Since graduating I’ve had three jobs and I now work as a journalist for IDG UK. Leaving university to pursue a career is daunting, and I hadn’t sorted out a proper role by the time I left UEA but I knew I wanted to work in sport or technology journalism.
I worked in tech PR in London for two years, learning the industry and improving my writing, before moving to my current role.
What is the most rewarding aspect of your current role?
I particularly enjoy writing reviews of phones and laptops, stuff like that, as you have to step back and think about how to write in an engaging yet informative manner – it’s not all about impressing the reader, you also have to cover what they want to learn.
What made you decide to study American Studies at UEA?
The UEA course came with an excellent reputation, and even now I remember the open day was much more impressive than other universities.
The other obvious draw was the option to study abroad. A third year in the States with a chance to experience not only the country but also its education system was too good not to pursue.

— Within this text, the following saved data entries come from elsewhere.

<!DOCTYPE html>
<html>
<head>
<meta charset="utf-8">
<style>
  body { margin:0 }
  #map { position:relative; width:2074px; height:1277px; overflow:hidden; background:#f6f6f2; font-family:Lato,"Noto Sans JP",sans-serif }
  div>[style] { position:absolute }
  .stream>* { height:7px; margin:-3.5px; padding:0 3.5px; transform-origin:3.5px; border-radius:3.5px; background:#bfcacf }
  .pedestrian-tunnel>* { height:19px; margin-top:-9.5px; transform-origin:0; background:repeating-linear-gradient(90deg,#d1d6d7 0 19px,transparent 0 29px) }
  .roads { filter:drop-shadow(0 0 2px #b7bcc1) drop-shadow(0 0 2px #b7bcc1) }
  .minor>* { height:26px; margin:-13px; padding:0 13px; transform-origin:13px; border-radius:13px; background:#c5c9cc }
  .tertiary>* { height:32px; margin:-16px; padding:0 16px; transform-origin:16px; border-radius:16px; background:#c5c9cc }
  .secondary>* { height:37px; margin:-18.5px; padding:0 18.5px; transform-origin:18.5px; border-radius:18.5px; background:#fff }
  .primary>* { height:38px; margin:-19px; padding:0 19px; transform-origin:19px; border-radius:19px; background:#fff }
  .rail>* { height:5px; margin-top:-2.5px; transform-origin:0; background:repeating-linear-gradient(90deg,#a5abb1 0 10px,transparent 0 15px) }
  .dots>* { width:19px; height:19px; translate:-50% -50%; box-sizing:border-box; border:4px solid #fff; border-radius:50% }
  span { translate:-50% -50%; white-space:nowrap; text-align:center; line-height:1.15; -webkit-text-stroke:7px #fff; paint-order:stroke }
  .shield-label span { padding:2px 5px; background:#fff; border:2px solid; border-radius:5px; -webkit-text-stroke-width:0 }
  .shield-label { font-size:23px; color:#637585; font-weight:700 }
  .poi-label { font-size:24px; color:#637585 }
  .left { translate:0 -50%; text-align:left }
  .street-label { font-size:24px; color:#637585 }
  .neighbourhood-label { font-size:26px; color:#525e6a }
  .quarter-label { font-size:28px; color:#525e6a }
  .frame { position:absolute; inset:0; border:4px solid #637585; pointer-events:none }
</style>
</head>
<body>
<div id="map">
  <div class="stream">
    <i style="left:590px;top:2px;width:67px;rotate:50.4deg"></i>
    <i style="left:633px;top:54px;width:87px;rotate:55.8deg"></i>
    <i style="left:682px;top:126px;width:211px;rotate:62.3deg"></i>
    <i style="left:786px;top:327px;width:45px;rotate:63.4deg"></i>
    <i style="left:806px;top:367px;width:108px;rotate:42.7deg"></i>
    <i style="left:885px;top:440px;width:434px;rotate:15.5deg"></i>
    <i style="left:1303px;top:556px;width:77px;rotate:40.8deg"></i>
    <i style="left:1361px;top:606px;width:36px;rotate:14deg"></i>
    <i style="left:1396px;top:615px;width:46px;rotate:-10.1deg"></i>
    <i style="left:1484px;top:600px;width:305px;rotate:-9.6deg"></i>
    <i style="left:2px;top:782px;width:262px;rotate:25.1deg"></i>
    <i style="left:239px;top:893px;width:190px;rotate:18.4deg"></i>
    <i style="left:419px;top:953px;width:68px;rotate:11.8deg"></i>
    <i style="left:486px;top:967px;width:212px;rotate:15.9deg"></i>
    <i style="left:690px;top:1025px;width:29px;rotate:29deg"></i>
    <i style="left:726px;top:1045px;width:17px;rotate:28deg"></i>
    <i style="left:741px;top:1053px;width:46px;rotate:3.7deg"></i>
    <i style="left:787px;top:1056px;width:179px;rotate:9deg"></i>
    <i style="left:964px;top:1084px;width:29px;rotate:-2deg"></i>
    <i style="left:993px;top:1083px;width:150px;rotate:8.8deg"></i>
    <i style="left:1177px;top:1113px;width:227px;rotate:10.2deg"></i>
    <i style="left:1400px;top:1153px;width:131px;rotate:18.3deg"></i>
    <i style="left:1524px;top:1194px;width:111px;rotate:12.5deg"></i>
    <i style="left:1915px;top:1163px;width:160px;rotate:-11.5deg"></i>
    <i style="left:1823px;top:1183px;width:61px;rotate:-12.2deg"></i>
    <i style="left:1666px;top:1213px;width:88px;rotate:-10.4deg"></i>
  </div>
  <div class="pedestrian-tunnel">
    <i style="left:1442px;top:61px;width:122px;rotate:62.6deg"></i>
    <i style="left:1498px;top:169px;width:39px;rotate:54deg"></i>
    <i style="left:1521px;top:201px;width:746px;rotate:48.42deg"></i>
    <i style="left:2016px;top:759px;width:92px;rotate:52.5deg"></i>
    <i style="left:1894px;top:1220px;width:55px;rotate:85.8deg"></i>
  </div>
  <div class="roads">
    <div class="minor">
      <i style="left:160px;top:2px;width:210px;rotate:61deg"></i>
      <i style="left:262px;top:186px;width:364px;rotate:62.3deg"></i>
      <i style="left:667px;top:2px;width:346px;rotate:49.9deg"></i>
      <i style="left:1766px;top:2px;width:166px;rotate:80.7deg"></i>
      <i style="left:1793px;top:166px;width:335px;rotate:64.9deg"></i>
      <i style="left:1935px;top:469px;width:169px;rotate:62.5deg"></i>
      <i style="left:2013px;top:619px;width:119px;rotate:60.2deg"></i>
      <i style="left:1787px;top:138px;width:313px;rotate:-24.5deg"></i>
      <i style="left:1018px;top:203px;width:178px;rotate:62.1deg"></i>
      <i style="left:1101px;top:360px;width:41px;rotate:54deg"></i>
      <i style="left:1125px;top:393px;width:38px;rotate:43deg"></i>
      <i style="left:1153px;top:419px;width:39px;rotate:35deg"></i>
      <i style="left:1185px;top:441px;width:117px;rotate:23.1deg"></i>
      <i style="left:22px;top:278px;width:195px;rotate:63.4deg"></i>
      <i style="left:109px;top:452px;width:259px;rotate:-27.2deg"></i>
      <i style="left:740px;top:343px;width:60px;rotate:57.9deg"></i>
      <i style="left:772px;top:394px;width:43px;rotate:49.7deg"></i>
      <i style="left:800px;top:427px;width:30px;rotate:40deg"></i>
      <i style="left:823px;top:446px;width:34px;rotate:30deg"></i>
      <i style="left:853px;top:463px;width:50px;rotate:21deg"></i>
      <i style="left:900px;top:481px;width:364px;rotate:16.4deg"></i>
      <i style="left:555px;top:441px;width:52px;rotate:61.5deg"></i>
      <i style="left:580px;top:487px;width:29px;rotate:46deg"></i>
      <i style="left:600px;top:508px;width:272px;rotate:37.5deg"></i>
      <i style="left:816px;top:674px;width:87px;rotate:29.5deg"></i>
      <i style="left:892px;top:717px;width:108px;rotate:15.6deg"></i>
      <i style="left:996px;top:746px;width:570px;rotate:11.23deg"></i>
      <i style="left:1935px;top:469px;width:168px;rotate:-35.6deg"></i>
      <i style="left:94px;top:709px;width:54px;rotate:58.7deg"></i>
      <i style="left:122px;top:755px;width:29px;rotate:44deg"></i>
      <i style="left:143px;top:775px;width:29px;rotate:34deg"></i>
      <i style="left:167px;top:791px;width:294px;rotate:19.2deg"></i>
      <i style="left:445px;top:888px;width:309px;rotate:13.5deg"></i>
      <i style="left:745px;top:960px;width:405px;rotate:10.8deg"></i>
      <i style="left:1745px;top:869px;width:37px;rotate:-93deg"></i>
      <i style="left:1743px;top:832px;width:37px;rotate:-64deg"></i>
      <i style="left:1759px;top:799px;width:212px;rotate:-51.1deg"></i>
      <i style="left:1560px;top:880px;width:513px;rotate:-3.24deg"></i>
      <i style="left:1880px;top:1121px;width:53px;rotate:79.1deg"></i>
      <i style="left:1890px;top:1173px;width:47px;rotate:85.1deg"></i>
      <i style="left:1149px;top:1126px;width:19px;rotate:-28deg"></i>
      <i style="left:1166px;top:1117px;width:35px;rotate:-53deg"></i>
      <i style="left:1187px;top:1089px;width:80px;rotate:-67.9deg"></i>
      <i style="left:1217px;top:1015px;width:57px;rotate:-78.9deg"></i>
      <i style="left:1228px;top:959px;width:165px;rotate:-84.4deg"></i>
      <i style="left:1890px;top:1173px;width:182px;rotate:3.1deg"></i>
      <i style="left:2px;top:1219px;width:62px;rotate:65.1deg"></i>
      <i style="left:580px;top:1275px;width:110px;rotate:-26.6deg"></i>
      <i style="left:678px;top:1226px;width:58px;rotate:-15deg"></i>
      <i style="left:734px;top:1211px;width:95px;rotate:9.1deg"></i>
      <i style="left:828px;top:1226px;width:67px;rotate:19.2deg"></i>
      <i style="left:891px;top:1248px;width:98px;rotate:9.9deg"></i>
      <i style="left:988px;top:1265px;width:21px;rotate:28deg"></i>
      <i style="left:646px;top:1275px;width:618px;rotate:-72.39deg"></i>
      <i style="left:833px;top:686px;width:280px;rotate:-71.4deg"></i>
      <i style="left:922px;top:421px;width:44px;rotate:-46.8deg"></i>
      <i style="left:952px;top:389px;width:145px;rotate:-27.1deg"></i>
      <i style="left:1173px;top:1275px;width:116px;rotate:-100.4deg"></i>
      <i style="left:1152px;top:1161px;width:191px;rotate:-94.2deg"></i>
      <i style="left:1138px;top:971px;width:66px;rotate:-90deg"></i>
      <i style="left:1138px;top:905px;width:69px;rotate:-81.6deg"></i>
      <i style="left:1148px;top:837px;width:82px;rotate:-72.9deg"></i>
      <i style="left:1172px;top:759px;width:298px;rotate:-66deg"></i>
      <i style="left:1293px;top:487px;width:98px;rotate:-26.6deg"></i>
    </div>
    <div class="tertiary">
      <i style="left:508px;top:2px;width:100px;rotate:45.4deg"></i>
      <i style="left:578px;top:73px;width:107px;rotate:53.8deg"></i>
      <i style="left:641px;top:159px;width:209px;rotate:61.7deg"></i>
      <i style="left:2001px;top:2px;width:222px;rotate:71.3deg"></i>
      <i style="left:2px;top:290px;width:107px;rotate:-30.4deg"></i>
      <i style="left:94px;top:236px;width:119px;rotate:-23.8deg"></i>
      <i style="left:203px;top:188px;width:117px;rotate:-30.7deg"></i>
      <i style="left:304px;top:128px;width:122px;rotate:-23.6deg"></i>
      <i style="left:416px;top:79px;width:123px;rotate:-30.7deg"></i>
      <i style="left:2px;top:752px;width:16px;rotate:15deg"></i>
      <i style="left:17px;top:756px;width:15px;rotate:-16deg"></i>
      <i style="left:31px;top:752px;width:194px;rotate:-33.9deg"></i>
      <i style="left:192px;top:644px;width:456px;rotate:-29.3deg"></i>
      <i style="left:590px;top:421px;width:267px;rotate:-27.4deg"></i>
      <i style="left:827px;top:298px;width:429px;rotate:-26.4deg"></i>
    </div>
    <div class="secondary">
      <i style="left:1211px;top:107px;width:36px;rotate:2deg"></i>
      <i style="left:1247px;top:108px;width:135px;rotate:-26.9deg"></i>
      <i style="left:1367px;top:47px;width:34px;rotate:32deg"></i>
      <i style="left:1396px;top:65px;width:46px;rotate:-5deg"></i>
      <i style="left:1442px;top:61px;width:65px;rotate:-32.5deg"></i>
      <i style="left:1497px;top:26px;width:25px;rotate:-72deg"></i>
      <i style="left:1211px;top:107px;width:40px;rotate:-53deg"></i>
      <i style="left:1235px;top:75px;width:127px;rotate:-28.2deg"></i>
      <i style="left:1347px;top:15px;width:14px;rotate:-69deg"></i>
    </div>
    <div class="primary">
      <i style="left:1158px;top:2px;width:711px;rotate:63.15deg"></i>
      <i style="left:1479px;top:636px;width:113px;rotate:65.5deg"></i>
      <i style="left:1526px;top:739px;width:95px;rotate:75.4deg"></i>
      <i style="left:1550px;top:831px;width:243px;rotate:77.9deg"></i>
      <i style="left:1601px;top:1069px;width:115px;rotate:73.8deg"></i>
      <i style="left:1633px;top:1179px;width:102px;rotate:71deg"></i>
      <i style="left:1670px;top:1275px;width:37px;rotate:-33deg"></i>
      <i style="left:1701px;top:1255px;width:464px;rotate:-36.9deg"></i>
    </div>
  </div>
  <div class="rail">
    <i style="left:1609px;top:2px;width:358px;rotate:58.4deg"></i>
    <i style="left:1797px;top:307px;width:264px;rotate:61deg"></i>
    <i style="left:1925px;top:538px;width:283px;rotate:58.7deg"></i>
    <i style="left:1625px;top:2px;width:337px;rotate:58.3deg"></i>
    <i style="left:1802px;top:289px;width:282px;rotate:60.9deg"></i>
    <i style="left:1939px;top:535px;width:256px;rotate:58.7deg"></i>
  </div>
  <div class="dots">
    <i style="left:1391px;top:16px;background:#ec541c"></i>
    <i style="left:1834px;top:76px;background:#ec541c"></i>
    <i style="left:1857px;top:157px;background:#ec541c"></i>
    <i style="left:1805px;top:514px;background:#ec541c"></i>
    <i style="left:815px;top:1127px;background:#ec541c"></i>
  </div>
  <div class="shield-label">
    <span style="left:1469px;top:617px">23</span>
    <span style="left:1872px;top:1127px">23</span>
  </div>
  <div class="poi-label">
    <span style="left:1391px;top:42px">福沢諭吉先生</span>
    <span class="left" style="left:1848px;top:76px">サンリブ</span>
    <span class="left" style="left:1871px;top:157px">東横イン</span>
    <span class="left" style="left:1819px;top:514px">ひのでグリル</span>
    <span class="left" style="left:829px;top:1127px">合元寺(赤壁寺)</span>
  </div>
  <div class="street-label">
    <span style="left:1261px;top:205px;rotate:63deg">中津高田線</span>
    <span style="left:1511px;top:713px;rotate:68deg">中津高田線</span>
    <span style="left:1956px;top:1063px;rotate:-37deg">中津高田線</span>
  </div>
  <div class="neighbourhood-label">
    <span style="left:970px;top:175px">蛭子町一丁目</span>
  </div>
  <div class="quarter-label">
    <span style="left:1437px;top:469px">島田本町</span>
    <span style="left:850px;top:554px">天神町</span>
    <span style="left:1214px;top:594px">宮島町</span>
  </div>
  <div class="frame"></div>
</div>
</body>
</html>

What skills did you learn at UEA?
Looking back, it taught me the value of research along with self-discipline when it comes to working. Being able to research a theme in a novel or a certain subculture, and then translating that into engaging writing is incredibly difficult, even more so in humanities when there’s technically no ‘right’ answer.
How do you use these skills in your current role?
As a journalist I use these skills every day. Researching certain topics for writing a story or tutorial is key in my role, as is being culturally aware. It’s hard to digest sources and media, reliable and unreliable as some are, but my awareness stems largely from analytical skills I learnt at university.
What was it like to study abroad?
My year abroad helped enormously to understand the American culture that I was studying. Living in San Francisco helped me to understand how to better interact with people, despite there not being a language barrier. I learned there’s a difference in always being yourself and the need to adjust to how different cultures interact and how people behave.
Did you participate in any clubs or societies?
I presented on Livewire, a student-led radio station. It helped me to be creative and assertive, but it also taught me to expand my music tastes and realise that there’s more to broadcasting than just playing what you think is good – this helped inform what I do as a writer now, trying to write what the audience wants, not just what I think they need to know.